# Task requirements:
Which lines in the records below contain the word "service"? Copy each one.

# Collected data:
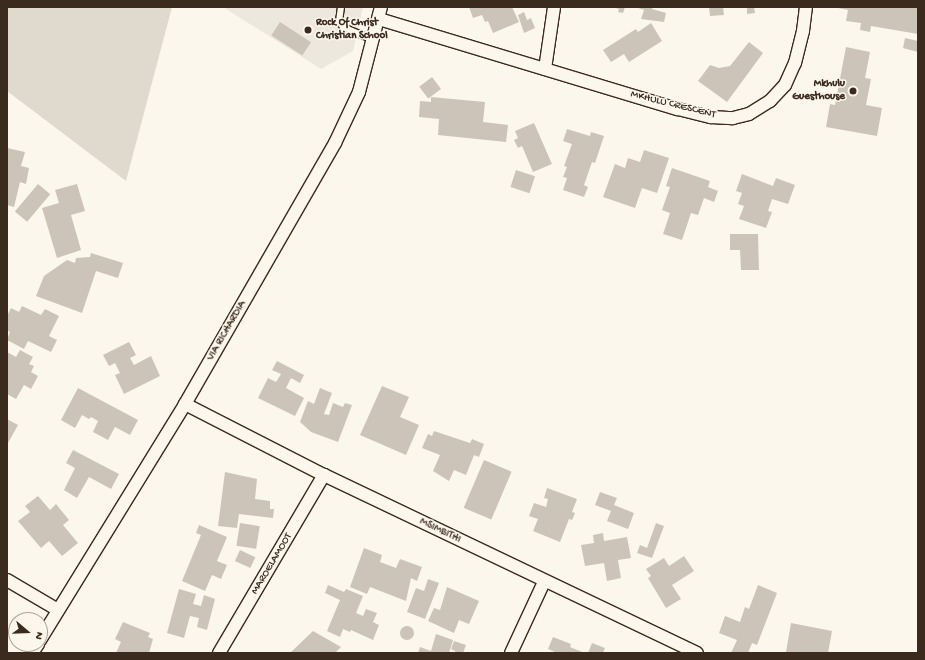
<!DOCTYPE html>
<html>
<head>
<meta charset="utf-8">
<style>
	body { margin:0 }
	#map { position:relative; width:925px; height:660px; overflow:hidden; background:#fbf7ec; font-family:"Gochi Hand",sans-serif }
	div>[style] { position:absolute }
	.built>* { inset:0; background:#ede8dd }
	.green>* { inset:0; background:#dfd9ce }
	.building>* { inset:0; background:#ccc4b9; transform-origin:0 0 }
	.round { border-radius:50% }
	.roads { filter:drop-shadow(1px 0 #3b2a1e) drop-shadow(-1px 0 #3b2a1e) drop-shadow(0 1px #3b2a1e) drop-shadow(0 -1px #3b2a1e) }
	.service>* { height:6px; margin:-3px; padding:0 3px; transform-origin:3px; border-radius:3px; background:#fbf7ec }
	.minor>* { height:12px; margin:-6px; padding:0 6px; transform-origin:6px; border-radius:6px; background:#fbf7ec }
	.dots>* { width:11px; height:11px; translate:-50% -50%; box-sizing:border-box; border:2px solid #fbf7ec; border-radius:50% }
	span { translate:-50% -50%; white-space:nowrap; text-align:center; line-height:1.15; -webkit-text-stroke:3px #fbf7ec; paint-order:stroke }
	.poi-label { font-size:11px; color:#3b2a1e; font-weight:700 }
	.left { translate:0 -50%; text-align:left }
	.right { translate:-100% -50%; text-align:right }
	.street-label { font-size:11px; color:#3b2a1e }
	.frame { position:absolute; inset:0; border:8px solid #3b2a1e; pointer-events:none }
	.north { position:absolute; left:8px; top:612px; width:40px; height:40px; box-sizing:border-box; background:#fbf7ec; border:1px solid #aea59a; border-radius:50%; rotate:109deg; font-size:11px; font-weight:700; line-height:16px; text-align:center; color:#3b2a1e }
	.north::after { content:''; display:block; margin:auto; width:14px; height:18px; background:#3b2a1e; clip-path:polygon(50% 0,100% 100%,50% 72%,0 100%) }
</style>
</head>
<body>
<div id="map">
	<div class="built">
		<i style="clip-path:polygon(223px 7px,363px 7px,353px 51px,321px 69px)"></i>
	</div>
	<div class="green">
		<i style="clip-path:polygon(7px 7px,172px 7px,126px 181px,7px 91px)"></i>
	</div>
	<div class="building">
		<i style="clip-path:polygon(469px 7px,512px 7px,519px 22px,493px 33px,488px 21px,485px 22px,482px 15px,473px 18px)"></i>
		<i style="clip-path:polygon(613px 7px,625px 7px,623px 13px,618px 12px,619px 9px)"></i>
		<i style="clip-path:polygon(635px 7px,653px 7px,652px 9px,666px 13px,664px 22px,641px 19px,644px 10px)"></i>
		<i style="clip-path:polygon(709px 7px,723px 7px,724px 15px,710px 16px)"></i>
		<i style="clip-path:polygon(747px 7px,754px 7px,755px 13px,747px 14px)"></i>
		<i style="clip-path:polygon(833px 7px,918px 8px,918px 34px,871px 26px,870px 32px,860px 30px,861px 23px,846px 21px,848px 10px)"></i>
		<i style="clip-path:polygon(524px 12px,527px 20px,531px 18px,535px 28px,524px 33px,518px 15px)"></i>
		<i style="left:280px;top:22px;width:37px;height:16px;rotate:33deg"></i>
		<i style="clip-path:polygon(651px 23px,662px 41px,629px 62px,624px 54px,611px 62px,603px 50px,636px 29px,638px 32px)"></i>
		<i style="clip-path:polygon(905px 38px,918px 41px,918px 52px,903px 48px)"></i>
		<i style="clip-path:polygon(749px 42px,763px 53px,727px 102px,698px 81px,710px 65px,719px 68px,730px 66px)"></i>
		<i style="clip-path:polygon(846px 47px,870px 52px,865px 78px,871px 79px,866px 105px,882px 108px,877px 136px,826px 127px,830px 104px,835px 105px)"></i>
		<i style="left:432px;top:77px;width:15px;height:16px;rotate:53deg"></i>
		<i style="clip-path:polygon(431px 97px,485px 102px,483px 122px,508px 125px,506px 142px,438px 135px,439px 119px,419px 117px,420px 101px,431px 102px)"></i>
		<i style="clip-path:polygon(534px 123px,552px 164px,533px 172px,522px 146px,518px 148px,514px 140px,518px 138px,515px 131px)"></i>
		<i style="clip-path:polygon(567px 129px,590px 136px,591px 132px,604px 136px,595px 163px,592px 162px,584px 185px,588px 187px,584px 197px,563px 190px,567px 178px,563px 177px,567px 167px,564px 166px,572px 144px,563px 141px)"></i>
		<i style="clip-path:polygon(7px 148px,25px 152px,21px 166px,29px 168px,26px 184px,20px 182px,14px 207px,7px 205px)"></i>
		<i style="clip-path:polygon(644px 150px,669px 158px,657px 193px,642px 188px,635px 208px,603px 197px,615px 164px,625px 168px,628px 158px,640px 162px)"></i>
		<i style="clip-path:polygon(672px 168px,710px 181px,708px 187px,718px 191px,714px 202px,704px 198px,698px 215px,691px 213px,682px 240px,663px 234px,670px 213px,662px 210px,670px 187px,666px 186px)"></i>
		<i style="left:516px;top:170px;width:20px;height:18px;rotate:18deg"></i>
		<i style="clip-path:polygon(742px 174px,773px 186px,776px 178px,795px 185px,788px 204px,772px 199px,768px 211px,772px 212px,766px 228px,739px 219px,744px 206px,738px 204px,742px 193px,736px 191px)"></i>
		<i style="left:38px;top:184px;width:16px;height:36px;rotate:40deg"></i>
		<i style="clip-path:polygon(77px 184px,85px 211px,71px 215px,81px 250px,57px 258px,42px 208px,59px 203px,55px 190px)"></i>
		<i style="clip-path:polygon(730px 234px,758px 234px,759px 270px,741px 270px,740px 250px,730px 250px)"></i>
		<i style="clip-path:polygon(91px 253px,123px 263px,118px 278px,96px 271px,82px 313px,36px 296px,44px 276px,67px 260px,75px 263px,76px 258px,90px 257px)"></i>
		<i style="clip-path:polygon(22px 306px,41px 315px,45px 309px,59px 316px,49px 336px,57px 340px,51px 352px,28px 341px,24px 349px,7px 340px,10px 332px,7px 330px,7px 316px,11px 308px,19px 312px)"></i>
		<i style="clip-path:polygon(129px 342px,136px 355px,130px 358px,134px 365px,151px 356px,160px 376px,124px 394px,115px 375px,120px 373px,115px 363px,109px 366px,103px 355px)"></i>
		<i style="clip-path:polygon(20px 350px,33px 357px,29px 364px,34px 366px,31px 372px,38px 376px,31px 389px,24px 385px,16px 399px,7px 394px,7px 352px,16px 357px)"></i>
		<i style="clip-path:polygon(277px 361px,304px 375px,300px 383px,291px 378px,286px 388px,304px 398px,295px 416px,258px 398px,268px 378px,276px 382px,281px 374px,272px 370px)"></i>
		<i style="clip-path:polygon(382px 386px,409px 397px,400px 417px,419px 425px,406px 455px,360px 435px)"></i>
		<i style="clip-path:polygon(78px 388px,138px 420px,130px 435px,115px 427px,108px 440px,93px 432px,98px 421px,91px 417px,89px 419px,82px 415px,75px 428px,61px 420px)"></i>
		<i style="clip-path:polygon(320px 388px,332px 393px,324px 414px,329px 415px,333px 403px,343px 407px,345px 403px,352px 405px,338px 442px,311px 432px,300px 422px,308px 401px,314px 404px)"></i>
		<i style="clip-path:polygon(7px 419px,18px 425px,8px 443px,7px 442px)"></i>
		<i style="clip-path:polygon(434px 431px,470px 443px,472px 439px,484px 444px,479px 457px,474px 455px,466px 475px,454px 470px,449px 481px,433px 471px,440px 455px,422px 448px,428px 434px,432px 436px)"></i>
		<i style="clip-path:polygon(73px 450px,119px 474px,111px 489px,89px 477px,77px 498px,64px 490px,75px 468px,66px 463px)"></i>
		<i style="left:484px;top:460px;width:30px;height:52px;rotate:23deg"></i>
		<i style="clip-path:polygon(225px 472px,257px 479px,255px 499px,270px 501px,270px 509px,274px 509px,273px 518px,239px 514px,237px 528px,218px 526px)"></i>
		<i style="clip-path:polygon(547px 488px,577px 499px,572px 512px,575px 513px,572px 520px,569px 519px,560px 542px,533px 531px,538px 519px,529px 516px,534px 503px,546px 507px,548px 499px,544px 498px)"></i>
		<i style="clip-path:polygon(600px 492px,617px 498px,614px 505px,634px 513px,628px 529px,607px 521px,611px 511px,595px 505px)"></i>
		<i style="clip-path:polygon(38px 496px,50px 510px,56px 504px,69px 520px,63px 525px,78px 543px,62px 556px,49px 541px,41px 548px,18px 521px,30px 512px,25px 506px)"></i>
		<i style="left:240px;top:523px;width:20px;height:23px;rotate:9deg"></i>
		<i style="clip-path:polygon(656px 523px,664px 526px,652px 558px,637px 553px,640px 545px,647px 548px)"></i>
		<i style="clip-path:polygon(199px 525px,227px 537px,217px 561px,227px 565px,221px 579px,212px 575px,205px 591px,182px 581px,201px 535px,196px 533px)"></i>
		<i style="clip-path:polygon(603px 533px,604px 541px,627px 537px,631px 558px,618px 560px,621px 578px,607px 581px,604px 563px,585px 566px,581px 545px,594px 543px,593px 535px)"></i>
		<i style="clip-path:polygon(364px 548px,382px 555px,380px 562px,396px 568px,400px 559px,422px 567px,417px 581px,411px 578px,406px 601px,370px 587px,367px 594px,350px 587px)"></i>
		<i style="left:240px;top:550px;width:17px;height:12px;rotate:25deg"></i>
		<i style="clip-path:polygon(684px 556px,694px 571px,672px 585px,681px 599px,666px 608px,648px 578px,651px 576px,646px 569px,664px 558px,669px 566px)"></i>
		<i style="clip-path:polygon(428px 579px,439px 583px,425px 619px,407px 612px,416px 588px,424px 591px)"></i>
		<i style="clip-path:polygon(328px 585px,344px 592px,346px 589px,363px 596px,356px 613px,363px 616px,366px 609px,377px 613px,373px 622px,379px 625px,373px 640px,351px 630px,350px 632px,343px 629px,340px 637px,327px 631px,340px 600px,325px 593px)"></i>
		<i style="clip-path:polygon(758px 585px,777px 593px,757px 645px,752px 643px,748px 653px,731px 653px,737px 640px,719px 633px,725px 616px,740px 622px,745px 607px,749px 609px)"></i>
		<i style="clip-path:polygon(447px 587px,479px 601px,469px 624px,459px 620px,454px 633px,428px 621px,434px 608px,440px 610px)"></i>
		<i style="clip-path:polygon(179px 589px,196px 594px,193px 604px,201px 606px,204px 595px,215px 599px,207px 630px,197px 627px,199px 618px,190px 616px,184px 638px,167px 633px)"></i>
		<i style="clip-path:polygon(123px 622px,150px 633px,148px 637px,153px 639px,149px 653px,116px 653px,121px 642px,115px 639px)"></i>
		<i style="clip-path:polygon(791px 623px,832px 631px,828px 653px,786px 652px)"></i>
		<i class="round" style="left:400px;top:626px;width:14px;height:14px"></i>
		<i style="clip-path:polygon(313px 631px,341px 647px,335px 653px,290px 653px)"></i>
		<i style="clip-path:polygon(436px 634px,453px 640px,449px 653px,418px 653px,420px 647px,431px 651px)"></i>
		<i style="clip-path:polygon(553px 637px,571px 644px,570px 647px,585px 653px,557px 653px,548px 649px)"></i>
		<i style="clip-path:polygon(454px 641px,466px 645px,463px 653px,455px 653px,455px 651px,451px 649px)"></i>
		<i style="clip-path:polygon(592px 643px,605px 648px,603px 653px,588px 653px)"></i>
	</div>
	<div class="roads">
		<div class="service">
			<i style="left:341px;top:7px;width:14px;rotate:98deg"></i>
			<i style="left:339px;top:21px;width:7px;rotate:56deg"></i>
			<i style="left:343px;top:27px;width:33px;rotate:23deg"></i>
		</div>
		<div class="minor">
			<i style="left:379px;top:19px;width:312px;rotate:16.8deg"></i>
			<i style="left:678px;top:109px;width:34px;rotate:14deg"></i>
			<i style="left:711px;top:117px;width:22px;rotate:3deg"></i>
			<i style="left:733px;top:118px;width:16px;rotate:-14deg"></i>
			<i style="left:749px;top:114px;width:25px;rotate:-32deg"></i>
			<i style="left:770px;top:101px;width:22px;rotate:-47deg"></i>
			<i style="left:785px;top:85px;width:24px;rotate:-66deg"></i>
			<i style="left:795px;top:63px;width:33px;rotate:-76deg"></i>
			<i style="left:803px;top:31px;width:24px;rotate:-83deg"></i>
			<i style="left:545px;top:69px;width:63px;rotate:-81.7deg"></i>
			<i style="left:185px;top:404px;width:156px;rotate:27.1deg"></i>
			<i style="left:324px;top:475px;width:413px;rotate:25.5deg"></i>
			<i style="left:7px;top:580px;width:59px;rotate:30.5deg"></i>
			<i style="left:40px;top:640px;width:277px;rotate:-58.4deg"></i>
			<i style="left:185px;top:404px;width:301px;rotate:-60.1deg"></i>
			<i style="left:335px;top:143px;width:56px;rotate:-64.8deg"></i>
			<i style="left:359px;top:92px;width:88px;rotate:-75.5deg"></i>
			<i style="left:32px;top:653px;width:11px;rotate:-56deg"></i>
			<i style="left:219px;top:653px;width:207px;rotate:-59.5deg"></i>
			<i style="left:511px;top:653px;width:78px;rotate:-65.1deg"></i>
		</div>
	</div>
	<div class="dots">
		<i style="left:308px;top:30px;background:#3b2a1e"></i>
		<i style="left:853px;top:91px;background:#3b2a1e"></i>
	</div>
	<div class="poi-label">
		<span class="left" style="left:316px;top:30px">Rock Of Christ<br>Christian School</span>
		<span class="right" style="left:845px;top:91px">Mkhulu<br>Guesthouse</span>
	</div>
	<div class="street-label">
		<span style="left:673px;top:105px;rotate:14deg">MKHULU CRESCENT</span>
		<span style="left:227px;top:331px;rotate:-60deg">VIA RICHARDIA</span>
		<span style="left:440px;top:531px;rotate:26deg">MSIMBITHI</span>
		<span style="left:272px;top:564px;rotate:-59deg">MAROELAMOOT</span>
	</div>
	<div class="frame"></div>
	<div class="north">N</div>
</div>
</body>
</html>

# Expected output:
	.service>* { height:6px; margin:-3px; padding:0 3px; transform-origin:3px; border-radius:3px; background:#fbf7ec }
		<div class="service">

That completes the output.